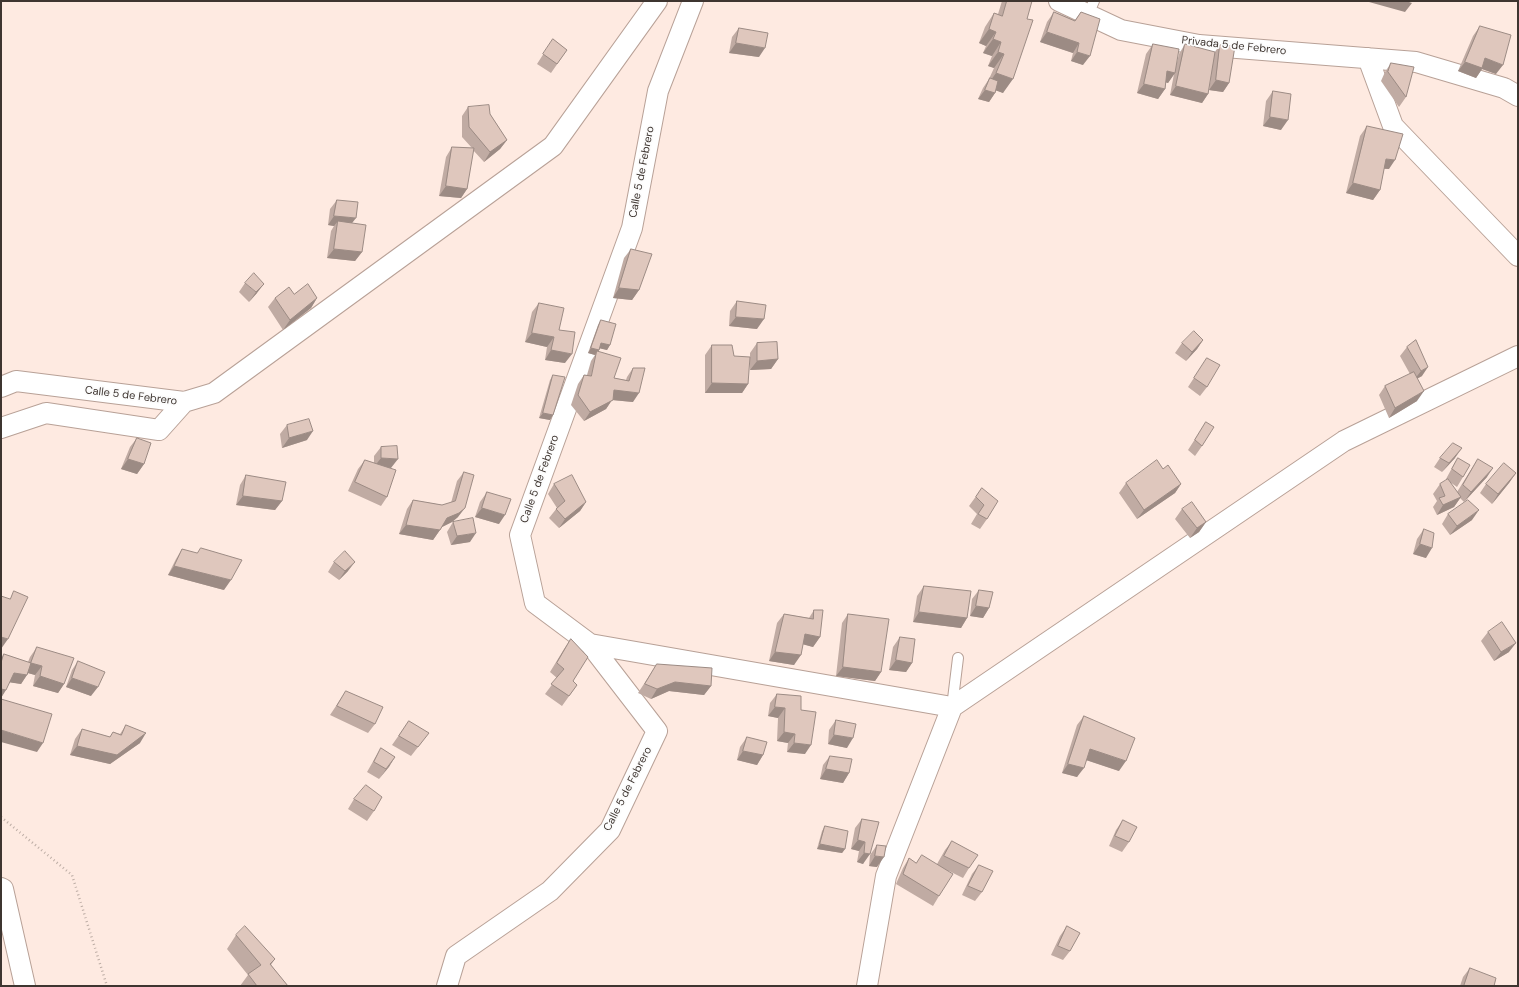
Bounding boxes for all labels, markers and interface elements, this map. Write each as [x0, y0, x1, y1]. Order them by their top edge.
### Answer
street label: Privada 5 de Febrero [1181, 34, 1287, 58]
street label: Calle 5 de Febrero [627, 125, 657, 219]
street label: Calle 5 de Febrero [84, 384, 178, 408]
street label: Calle 5 de Febrero [518, 433, 562, 525]
street label: Calle 5 de Febrero [601, 745, 655, 833]

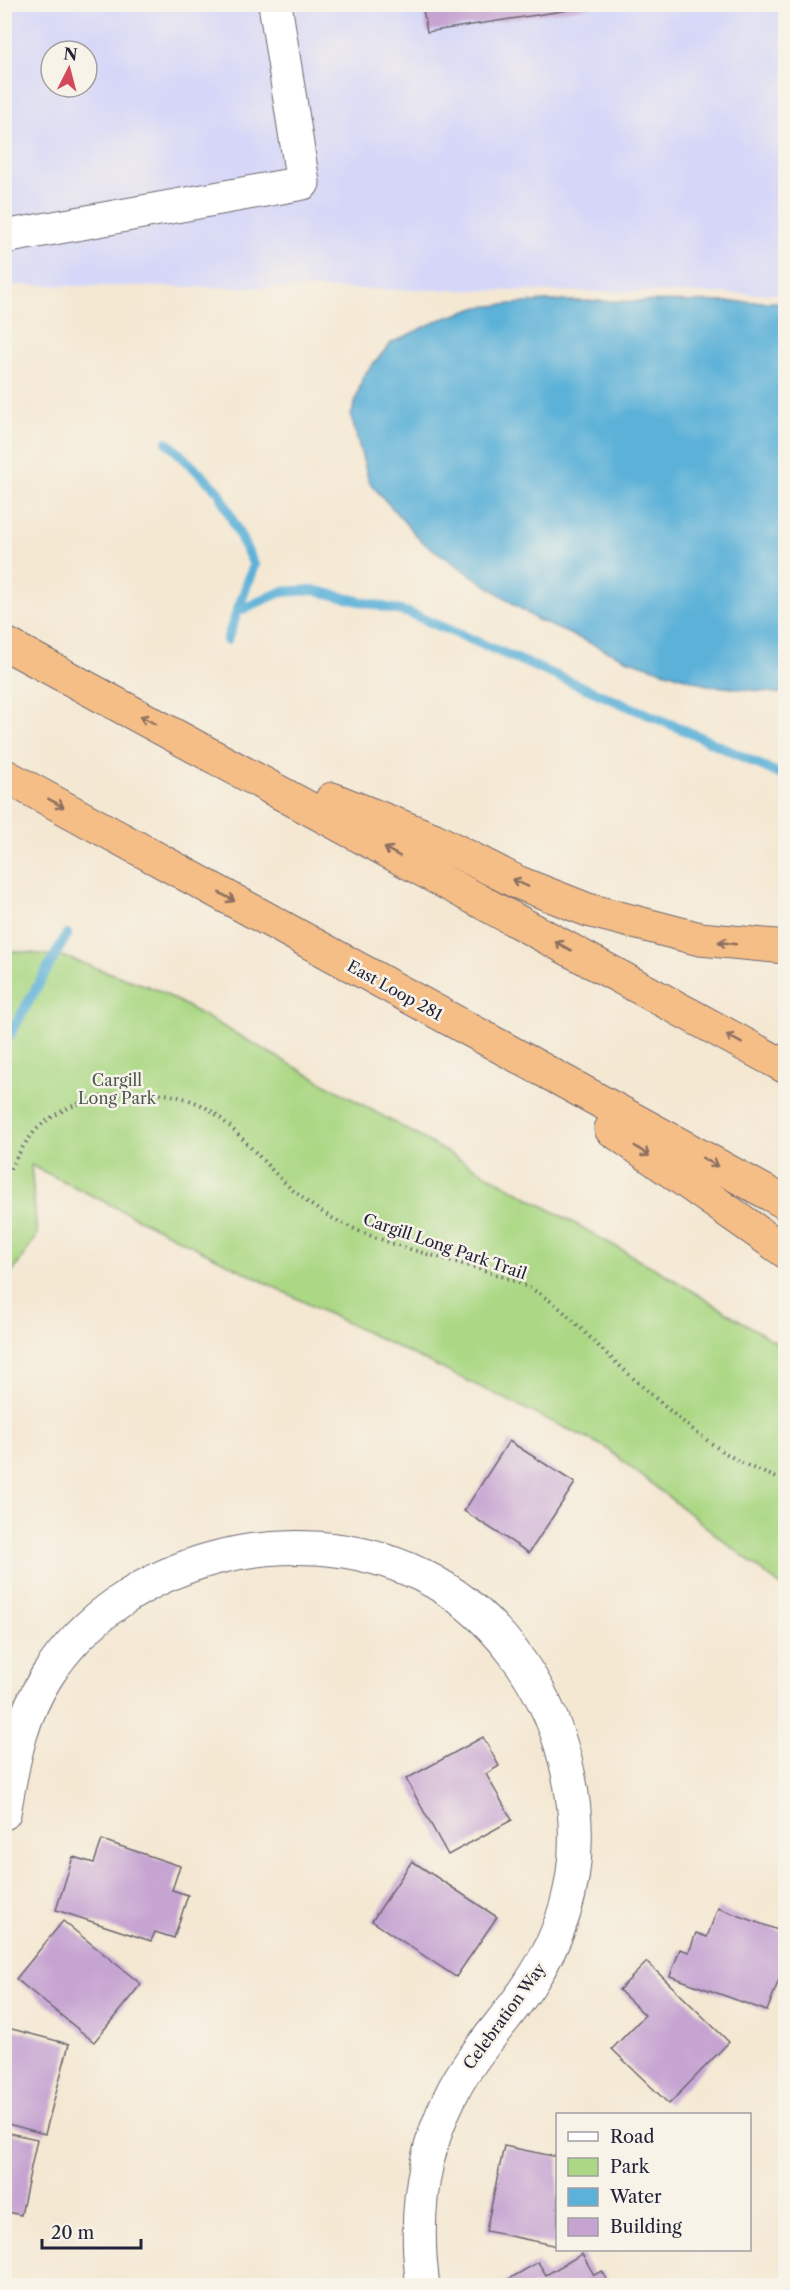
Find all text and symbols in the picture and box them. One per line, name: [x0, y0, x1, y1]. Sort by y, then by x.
north arrow: [39, 39, 99, 99]
text: N: [63, 43, 79, 65]
one-way arrow: [140, 714, 157, 726]
one-way arrow: [47, 798, 64, 810]
one-way arrow: [384, 846, 401, 858]
one-way arrow: [512, 877, 530, 888]
one-way arrow: [218, 892, 235, 904]
one-way arrow: [718, 937, 738, 948]
one-way arrow: [555, 940, 572, 952]
street label: East Loop 281: [344, 956, 446, 1025]
one-way arrow: [726, 1033, 743, 1045]
park label: Cargill Long Park: [78, 1070, 157, 1108]
one-way arrow: [634, 1145, 650, 1157]
one-way arrow: [700, 1157, 718, 1168]
street label: Cargill Long Park Trail: [361, 1209, 530, 1283]
street label: Celebration Way: [459, 1958, 550, 2073]
legend: [556, 2113, 751, 2251]
text: Road: [610, 2126, 655, 2148]
text: Park: [610, 2156, 651, 2178]
text: Water: [609, 2186, 662, 2208]
scale bar: [42, 2212, 141, 2250]
text: Building: [610, 2216, 682, 2238]
text: 20 m: [51, 2222, 95, 2244]

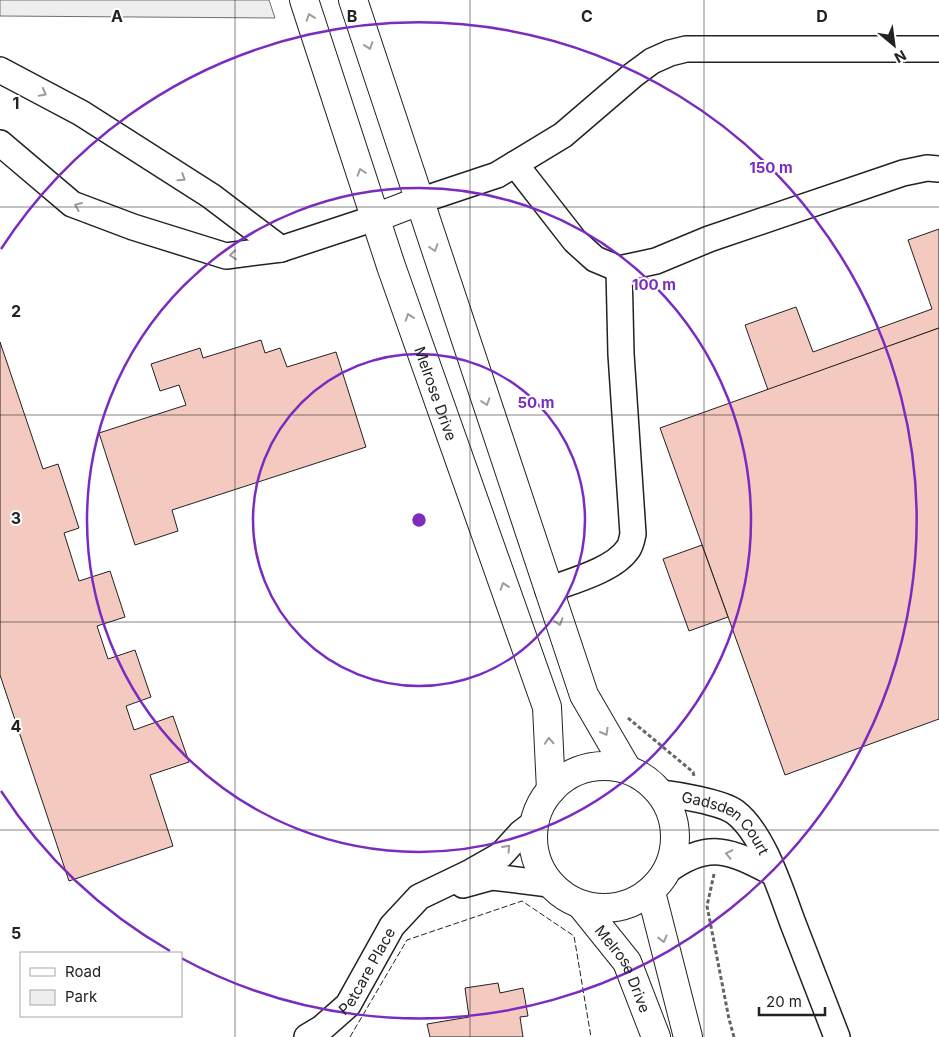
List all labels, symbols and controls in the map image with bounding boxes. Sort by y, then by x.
text: A [111,6,123,26]
text: B [347,6,357,26]
text: C [581,6,593,26]
text: D [816,6,828,26]
one-way arrow [306,14,316,22]
north arrow [869,20,919,70]
one-way arrow [363,41,373,50]
text: N [892,47,909,67]
one-way arrow [38,87,47,97]
text: 1 [13,93,19,113]
text: 150 m [749,158,793,177]
one-way arrow [356,168,366,177]
one-way arrow [176,171,185,181]
one-way arrow [75,202,84,212]
one-way arrow [429,243,439,251]
one-way arrow [228,249,236,260]
text: 100 m [632,275,676,294]
text: 2 [11,301,21,321]
one-way arrow [405,313,415,322]
street label: Melrose Drive [411,344,461,443]
text: 50 m [518,393,554,412]
one-way arrow [480,397,490,405]
text: 3 [11,508,21,528]
centre of rings [410,511,428,529]
one-way arrow [500,582,510,591]
one-way arrow [554,618,564,626]
text: 4 [11,716,22,736]
one-way arrow [599,727,609,736]
one-way arrow [543,737,554,745]
street label: Gadsden Court [680,787,774,858]
one-way arrow [501,845,510,854]
one-way arrow [724,849,733,860]
street label: Melrose Drive [591,921,655,1015]
text: 5 [11,923,21,943]
street label: Petcare Place [334,924,399,1019]
one-way arrow [657,934,667,942]
legend [20,952,182,1017]
text: Road [65,962,101,981]
scale bar [759,984,825,1016]
text: Park [65,987,98,1006]
text: 20 m [766,992,802,1011]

**PROMPT:** Every entry above, pictures excluded, needs to be duplicated exactly.

**RESULT OF THIS EXERCISE:**
Bounding boxes for all labels, markers and interface elements, this map. Write each as [x0, y0, x1, y1]. Order them by their top edge.
### Answer
street label: Privada 5 de Febrero [1181, 34, 1287, 58]
street label: Calle 5 de Febrero [627, 125, 657, 219]
street label: Calle 5 de Febrero [84, 384, 178, 408]
street label: Calle 5 de Febrero [518, 433, 562, 525]
street label: Calle 5 de Febrero [601, 745, 655, 833]

Find all text and symbols in the picture and box them. One per line, name: [x0, y0, x1, y1]. Sort by y, then by x.
north arrow: [39, 39, 99, 99]
text: N: [63, 43, 79, 65]
one-way arrow: [140, 714, 157, 726]
one-way arrow: [47, 798, 64, 810]
one-way arrow: [384, 846, 401, 858]
one-way arrow: [512, 877, 530, 888]
one-way arrow: [218, 892, 235, 904]
one-way arrow: [718, 937, 738, 948]
one-way arrow: [555, 940, 572, 952]
street label: East Loop 281: [344, 956, 446, 1025]
one-way arrow: [726, 1033, 743, 1045]
park label: Cargill Long Park: [78, 1070, 157, 1108]
one-way arrow: [634, 1145, 650, 1157]
one-way arrow: [700, 1157, 718, 1168]
street label: Cargill Long Park Trail: [361, 1209, 530, 1283]
street label: Celebration Way: [459, 1958, 550, 2073]
legend: [556, 2113, 751, 2251]
text: Road: [610, 2126, 655, 2148]
text: Park: [610, 2156, 651, 2178]
text: Water: [609, 2186, 662, 2208]
scale bar: [42, 2212, 141, 2250]
text: Building: [610, 2216, 682, 2238]
text: 20 m: [51, 2222, 95, 2244]

List all labels, symbols and controls in the map image with bounding boxes. Sort by y, then by x.
text: A [111,6,123,26]
text: B [347,6,357,26]
text: C [581,6,593,26]
text: D [816,6,828,26]
one-way arrow [306,14,316,22]
north arrow [869,20,919,70]
one-way arrow [363,41,373,50]
text: N [892,47,909,67]
one-way arrow [38,87,47,97]
text: 1 [13,93,19,113]
text: 150 m [749,158,793,177]
one-way arrow [356,168,366,177]
one-way arrow [176,171,185,181]
one-way arrow [75,202,84,212]
one-way arrow [429,243,439,251]
one-way arrow [228,249,236,260]
text: 100 m [632,275,676,294]
text: 2 [11,301,21,321]
one-way arrow [405,313,415,322]
street label: Melrose Drive [411,344,461,443]
text: 50 m [518,393,554,412]
one-way arrow [480,397,490,405]
text: 3 [11,508,21,528]
centre of rings [410,511,428,529]
one-way arrow [500,582,510,591]
one-way arrow [554,618,564,626]
text: 4 [11,716,22,736]
one-way arrow [599,727,609,736]
one-way arrow [543,737,554,745]
street label: Gadsden Court [680,787,774,858]
one-way arrow [501,845,510,854]
one-way arrow [724,849,733,860]
street label: Melrose Drive [591,921,655,1015]
text: 5 [11,923,21,943]
street label: Petcare Place [334,924,399,1019]
one-way arrow [657,934,667,942]
legend [20,952,182,1017]
text: Road [65,962,101,981]
scale bar [759,984,825,1016]
text: Park [65,987,98,1006]
text: 20 m [766,992,802,1011]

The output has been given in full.